WORK ORDER. A faithful copy of the data, pictures omitted, is the required answer.

════════════════

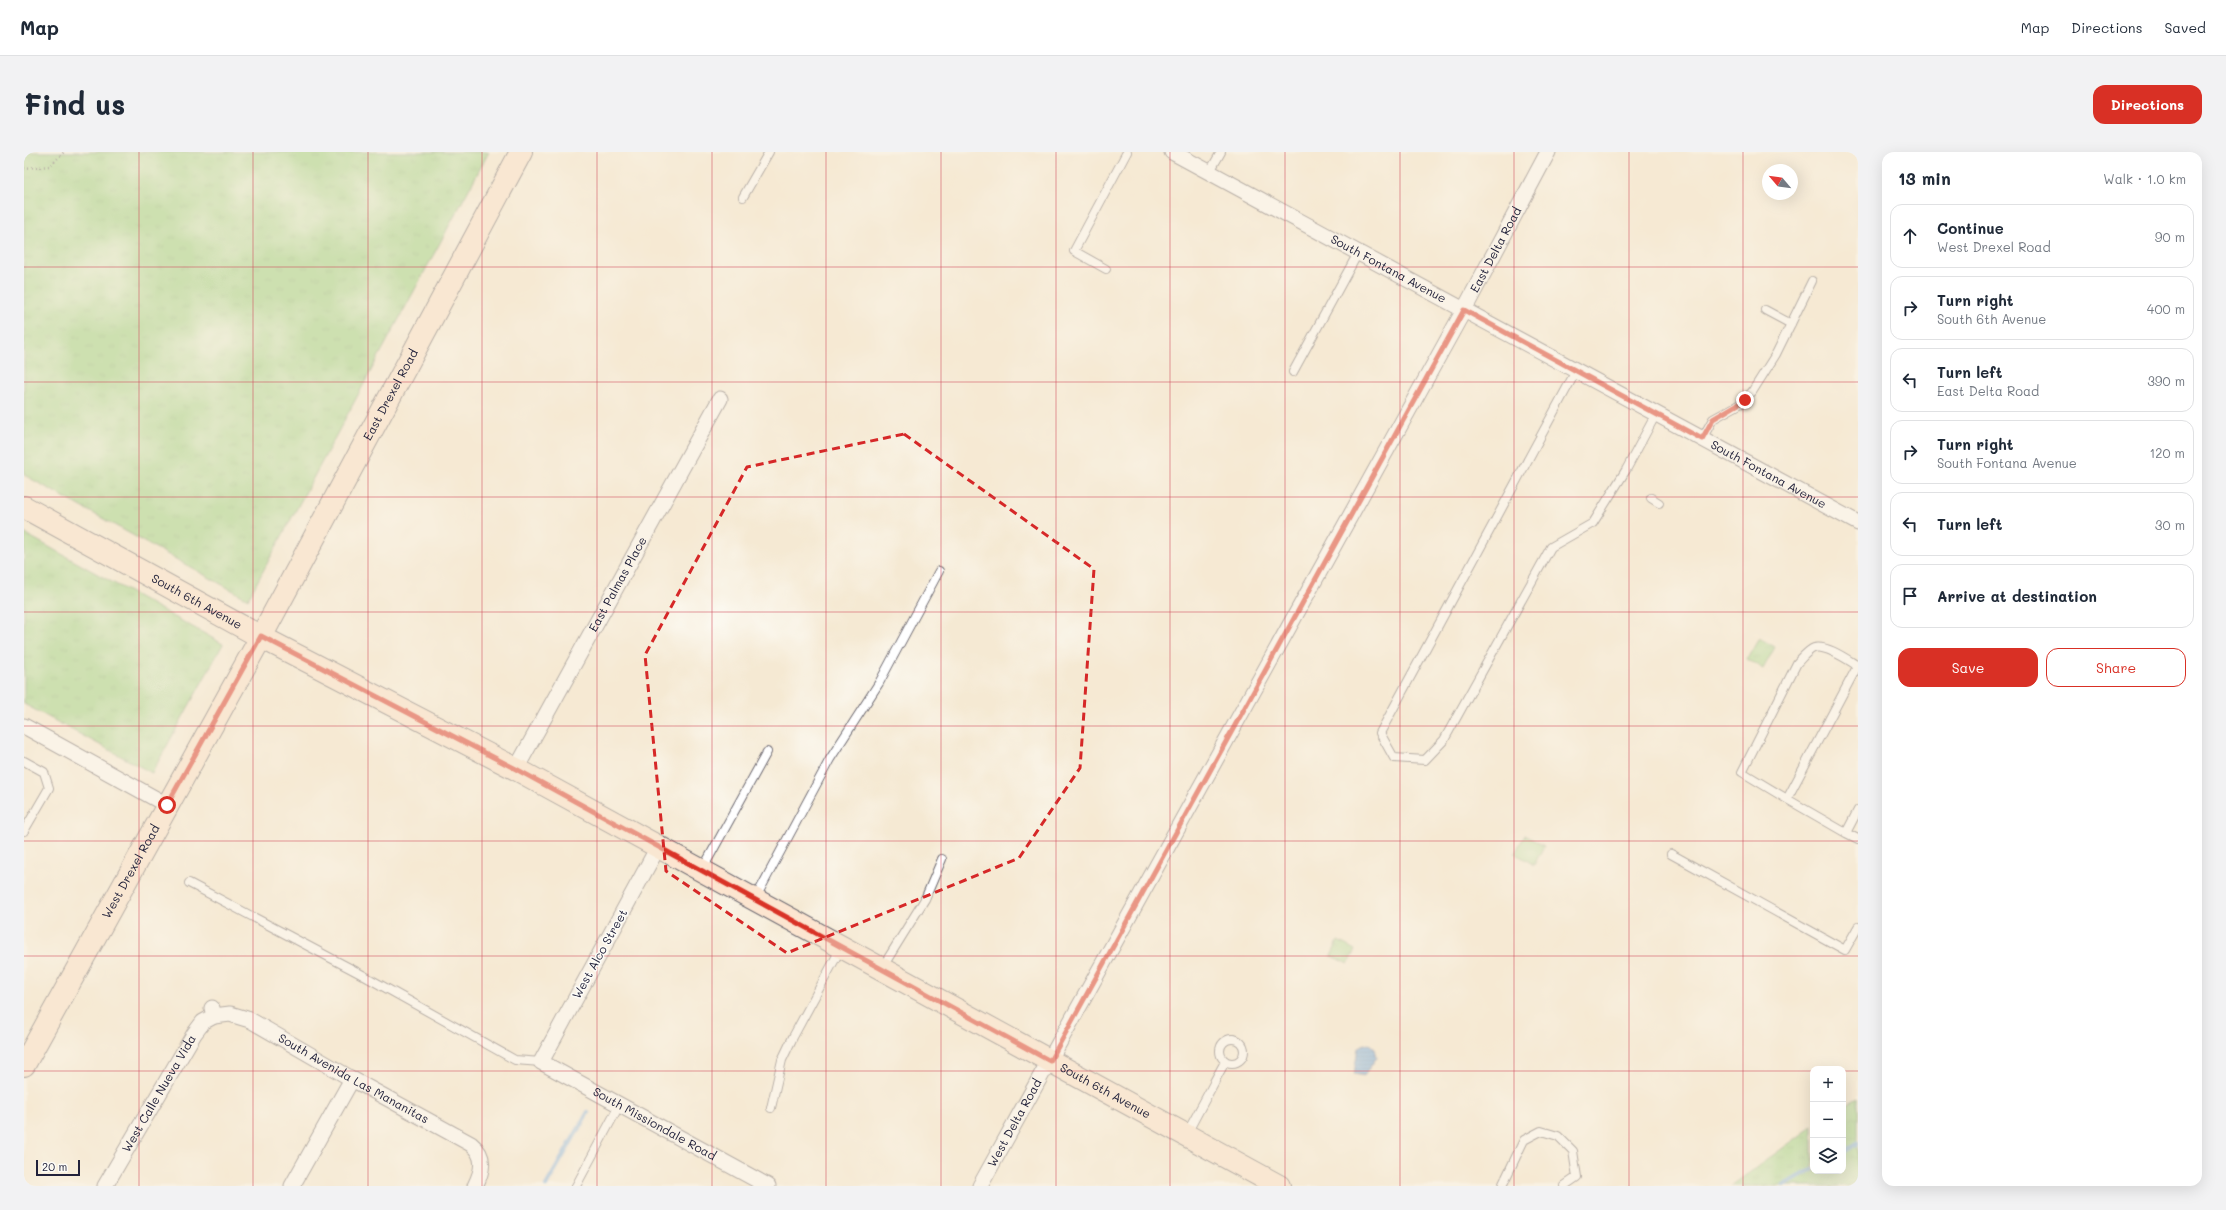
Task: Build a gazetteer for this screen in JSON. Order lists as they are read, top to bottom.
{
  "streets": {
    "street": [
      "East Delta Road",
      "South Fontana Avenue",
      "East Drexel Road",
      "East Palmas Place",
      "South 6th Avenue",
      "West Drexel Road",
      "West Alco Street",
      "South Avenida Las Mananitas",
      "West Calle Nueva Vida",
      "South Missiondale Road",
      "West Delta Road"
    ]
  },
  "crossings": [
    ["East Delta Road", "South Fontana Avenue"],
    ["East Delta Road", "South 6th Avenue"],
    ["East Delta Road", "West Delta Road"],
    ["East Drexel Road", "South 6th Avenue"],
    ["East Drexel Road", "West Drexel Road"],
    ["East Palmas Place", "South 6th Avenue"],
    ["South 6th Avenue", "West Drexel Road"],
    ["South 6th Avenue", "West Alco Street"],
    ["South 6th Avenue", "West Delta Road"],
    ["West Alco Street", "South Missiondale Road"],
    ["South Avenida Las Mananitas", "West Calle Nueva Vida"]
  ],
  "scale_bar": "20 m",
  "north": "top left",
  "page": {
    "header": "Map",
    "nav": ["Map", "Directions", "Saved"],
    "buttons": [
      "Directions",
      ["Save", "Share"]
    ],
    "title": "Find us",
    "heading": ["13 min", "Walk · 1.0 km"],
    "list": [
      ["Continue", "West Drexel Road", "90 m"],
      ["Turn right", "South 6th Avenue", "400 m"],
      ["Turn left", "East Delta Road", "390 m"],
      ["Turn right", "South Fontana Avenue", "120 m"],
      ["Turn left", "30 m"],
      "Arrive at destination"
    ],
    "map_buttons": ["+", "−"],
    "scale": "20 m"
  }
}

════════════════

RESULT.
Task: Build a gazetteer for this screen in JSON. Order lists as they are read, top to bottom.
{
  "streets": {
    "street": [
      "East Delta Road",
      "South Fontana Avenue",
      "East Drexel Road",
      "East Palmas Place",
      "South 6th Avenue",
      "West Drexel Road",
      "West Alco Street",
      "South Avenida Las Mananitas",
      "West Calle Nueva Vida",
      "South Missiondale Road",
      "West Delta Road"
    ]
  },
  "crossings": [
    ["East Delta Road", "South Fontana Avenue"],
    ["East Delta Road", "South 6th Avenue"],
    ["East Delta Road", "West Delta Road"],
    ["East Drexel Road", "South 6th Avenue"],
    ["East Drexel Road", "West Drexel Road"],
    ["East Palmas Place", "South 6th Avenue"],
    ["South 6th Avenue", "West Drexel Road"],
    ["South 6th Avenue", "West Alco Street"],
    ["South 6th Avenue", "West Delta Road"],
    ["West Alco Street", "South Missiondale Road"],
    ["South Avenida Las Mananitas", "West Calle Nueva Vida"]
  ],
  "scale_bar": "20 m",
  "north": "top left",
  "page": {
    "header": "Map",
    "nav": ["Map", "Directions", "Saved"],
    "buttons": [
      "Directions",
      ["Save", "Share"]
    ],
    "title": "Find us",
    "heading": ["13 min", "Walk · 1.0 km"],
    "list": [
      ["Continue", "West Drexel Road", "90 m"],
      ["Turn right", "South 6th Avenue", "400 m"],
      ["Turn left", "East Delta Road", "390 m"],
      ["Turn right", "South Fontana Avenue", "120 m"],
      ["Turn left", "30 m"],
      "Arrive at destination"
    ],
    "map_buttons": ["+", "−"],
    "scale": "20 m"
  }
}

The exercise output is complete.